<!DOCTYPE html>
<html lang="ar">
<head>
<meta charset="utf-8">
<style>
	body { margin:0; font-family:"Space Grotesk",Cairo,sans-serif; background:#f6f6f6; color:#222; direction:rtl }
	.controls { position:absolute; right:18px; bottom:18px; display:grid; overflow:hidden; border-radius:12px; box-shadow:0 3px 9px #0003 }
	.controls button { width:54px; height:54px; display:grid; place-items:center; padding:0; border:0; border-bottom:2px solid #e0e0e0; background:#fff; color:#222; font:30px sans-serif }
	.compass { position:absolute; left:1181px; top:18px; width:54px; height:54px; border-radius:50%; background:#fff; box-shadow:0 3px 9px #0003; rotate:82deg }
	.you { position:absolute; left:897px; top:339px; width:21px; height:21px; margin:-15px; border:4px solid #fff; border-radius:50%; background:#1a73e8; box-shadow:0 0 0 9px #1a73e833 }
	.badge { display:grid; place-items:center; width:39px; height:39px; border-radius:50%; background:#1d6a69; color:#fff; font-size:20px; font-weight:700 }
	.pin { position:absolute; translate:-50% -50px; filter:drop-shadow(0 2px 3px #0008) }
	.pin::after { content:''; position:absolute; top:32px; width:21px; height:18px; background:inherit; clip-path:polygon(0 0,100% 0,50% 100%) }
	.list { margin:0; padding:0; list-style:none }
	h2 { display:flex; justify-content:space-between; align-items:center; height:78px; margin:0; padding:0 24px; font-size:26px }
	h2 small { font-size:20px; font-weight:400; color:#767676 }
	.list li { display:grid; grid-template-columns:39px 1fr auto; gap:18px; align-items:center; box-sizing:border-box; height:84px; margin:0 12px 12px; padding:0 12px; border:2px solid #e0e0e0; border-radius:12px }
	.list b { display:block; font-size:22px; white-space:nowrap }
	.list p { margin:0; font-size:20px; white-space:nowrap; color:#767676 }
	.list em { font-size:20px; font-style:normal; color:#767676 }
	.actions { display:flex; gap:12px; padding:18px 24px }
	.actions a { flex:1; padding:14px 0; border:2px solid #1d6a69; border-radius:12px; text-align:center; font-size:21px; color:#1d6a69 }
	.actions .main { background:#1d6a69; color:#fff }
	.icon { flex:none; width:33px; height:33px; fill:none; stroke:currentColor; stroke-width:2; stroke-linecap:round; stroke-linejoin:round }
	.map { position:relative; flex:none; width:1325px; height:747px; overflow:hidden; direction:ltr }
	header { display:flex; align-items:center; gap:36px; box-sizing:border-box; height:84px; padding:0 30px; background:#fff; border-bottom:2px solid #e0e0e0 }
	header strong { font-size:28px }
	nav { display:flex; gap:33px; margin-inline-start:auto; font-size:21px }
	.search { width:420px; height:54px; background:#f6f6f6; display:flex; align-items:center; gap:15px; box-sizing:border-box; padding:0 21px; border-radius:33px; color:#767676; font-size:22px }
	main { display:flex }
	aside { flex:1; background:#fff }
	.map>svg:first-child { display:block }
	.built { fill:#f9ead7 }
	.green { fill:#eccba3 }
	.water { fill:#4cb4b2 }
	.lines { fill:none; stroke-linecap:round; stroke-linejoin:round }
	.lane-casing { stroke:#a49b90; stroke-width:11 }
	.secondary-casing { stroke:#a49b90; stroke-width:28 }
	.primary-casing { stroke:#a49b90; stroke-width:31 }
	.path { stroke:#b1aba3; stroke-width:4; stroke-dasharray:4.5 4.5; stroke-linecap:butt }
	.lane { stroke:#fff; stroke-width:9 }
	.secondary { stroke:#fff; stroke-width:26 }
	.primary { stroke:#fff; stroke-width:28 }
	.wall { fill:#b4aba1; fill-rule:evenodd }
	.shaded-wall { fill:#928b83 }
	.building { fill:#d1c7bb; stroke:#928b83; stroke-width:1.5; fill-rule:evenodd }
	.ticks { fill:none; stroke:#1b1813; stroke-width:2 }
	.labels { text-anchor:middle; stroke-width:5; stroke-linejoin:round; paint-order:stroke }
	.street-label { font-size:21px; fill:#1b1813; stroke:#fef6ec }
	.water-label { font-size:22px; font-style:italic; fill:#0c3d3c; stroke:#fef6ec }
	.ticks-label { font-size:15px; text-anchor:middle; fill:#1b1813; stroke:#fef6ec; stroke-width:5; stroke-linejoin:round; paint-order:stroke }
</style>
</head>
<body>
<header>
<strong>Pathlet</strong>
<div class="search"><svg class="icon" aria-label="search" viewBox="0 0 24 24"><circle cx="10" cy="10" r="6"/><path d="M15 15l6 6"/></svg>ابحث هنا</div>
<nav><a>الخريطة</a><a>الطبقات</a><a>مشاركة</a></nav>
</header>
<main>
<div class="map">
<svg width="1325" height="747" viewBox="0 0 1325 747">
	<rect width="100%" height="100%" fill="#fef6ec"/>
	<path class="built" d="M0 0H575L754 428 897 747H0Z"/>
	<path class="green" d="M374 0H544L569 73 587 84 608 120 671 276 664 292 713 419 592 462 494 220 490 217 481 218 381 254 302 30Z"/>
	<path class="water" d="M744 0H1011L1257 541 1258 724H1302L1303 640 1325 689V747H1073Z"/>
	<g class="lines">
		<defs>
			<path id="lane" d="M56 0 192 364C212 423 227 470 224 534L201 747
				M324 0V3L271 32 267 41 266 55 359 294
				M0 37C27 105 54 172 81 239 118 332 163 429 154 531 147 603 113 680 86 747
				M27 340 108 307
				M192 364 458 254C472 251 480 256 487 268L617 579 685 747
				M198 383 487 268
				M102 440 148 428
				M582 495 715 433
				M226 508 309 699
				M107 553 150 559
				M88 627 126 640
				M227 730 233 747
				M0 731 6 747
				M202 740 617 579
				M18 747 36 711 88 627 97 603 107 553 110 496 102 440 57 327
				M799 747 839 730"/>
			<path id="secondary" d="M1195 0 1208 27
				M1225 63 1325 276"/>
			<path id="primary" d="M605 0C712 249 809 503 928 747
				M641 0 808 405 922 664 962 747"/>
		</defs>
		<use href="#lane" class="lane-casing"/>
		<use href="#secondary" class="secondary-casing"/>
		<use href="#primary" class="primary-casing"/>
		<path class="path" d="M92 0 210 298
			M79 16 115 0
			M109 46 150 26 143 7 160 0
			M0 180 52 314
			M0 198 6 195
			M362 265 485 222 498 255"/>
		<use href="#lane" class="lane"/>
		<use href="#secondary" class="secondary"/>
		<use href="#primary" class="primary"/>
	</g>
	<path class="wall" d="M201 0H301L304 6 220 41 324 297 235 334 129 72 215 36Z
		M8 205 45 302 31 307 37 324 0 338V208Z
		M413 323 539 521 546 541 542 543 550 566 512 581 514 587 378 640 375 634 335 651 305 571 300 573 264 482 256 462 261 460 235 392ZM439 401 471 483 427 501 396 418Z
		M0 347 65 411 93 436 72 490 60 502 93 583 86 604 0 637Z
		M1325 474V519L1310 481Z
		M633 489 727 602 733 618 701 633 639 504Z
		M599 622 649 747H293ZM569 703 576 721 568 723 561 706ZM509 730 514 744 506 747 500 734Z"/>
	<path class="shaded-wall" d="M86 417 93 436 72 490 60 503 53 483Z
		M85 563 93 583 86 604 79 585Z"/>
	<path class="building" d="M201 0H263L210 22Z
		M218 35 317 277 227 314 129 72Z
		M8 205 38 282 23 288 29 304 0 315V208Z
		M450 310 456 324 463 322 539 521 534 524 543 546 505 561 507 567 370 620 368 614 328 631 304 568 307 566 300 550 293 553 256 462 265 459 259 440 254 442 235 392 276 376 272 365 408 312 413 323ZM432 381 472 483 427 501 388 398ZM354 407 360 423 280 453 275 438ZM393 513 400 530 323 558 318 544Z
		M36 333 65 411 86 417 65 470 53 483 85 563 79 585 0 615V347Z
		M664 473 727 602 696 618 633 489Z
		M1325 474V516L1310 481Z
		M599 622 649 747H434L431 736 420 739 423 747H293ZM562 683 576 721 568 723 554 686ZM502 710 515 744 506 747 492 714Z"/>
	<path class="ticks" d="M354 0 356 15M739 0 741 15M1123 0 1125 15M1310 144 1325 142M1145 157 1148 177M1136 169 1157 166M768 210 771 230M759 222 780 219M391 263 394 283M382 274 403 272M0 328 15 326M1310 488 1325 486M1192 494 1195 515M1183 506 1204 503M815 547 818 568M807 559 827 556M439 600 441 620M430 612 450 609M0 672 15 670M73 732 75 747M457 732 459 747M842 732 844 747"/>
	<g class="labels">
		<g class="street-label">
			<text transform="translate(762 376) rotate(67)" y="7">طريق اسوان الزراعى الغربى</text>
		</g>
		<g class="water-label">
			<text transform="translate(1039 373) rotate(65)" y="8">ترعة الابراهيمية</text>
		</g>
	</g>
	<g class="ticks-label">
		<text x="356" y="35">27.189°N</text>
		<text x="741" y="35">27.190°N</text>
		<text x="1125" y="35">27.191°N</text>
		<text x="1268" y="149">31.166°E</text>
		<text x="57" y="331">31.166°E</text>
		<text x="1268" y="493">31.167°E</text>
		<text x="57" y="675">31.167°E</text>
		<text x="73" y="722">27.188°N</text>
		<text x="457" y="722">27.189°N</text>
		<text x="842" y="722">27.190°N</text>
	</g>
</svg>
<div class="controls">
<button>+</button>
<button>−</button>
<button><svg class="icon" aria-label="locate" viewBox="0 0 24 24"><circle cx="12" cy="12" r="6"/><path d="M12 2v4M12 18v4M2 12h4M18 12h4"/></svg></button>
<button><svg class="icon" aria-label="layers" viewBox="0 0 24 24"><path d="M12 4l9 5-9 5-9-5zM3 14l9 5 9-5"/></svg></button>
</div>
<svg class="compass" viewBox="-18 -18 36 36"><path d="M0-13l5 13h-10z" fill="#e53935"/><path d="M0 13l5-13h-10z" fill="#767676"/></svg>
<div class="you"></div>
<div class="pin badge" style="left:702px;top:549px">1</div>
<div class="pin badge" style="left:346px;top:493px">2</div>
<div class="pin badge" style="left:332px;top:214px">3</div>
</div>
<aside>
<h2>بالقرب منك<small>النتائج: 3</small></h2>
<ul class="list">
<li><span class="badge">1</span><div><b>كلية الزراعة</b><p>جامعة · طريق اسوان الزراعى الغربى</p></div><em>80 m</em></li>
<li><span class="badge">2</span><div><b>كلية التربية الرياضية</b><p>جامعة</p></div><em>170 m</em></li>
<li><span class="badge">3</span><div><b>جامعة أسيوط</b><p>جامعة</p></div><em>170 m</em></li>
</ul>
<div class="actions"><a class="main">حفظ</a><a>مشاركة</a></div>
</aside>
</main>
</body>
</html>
************
#### [WHAT IS REQUIRED]
Note each line of the material holding "compass" and copy it out.

#### [TASK RESULT]
	.compass { position:absolute; left:1181px; top:18px; width:54px; height:54px; border-radius:50%; background:#fff; box-shadow:0 3px 9px #0003; rotate:82deg }
<svg class="compass" viewBox="-18 -18 36 36"><path d="M0-13l5 13h-10z" fill="#e53935"/><path d="M0 13l5-13h-10z" fill="#767676"/></svg>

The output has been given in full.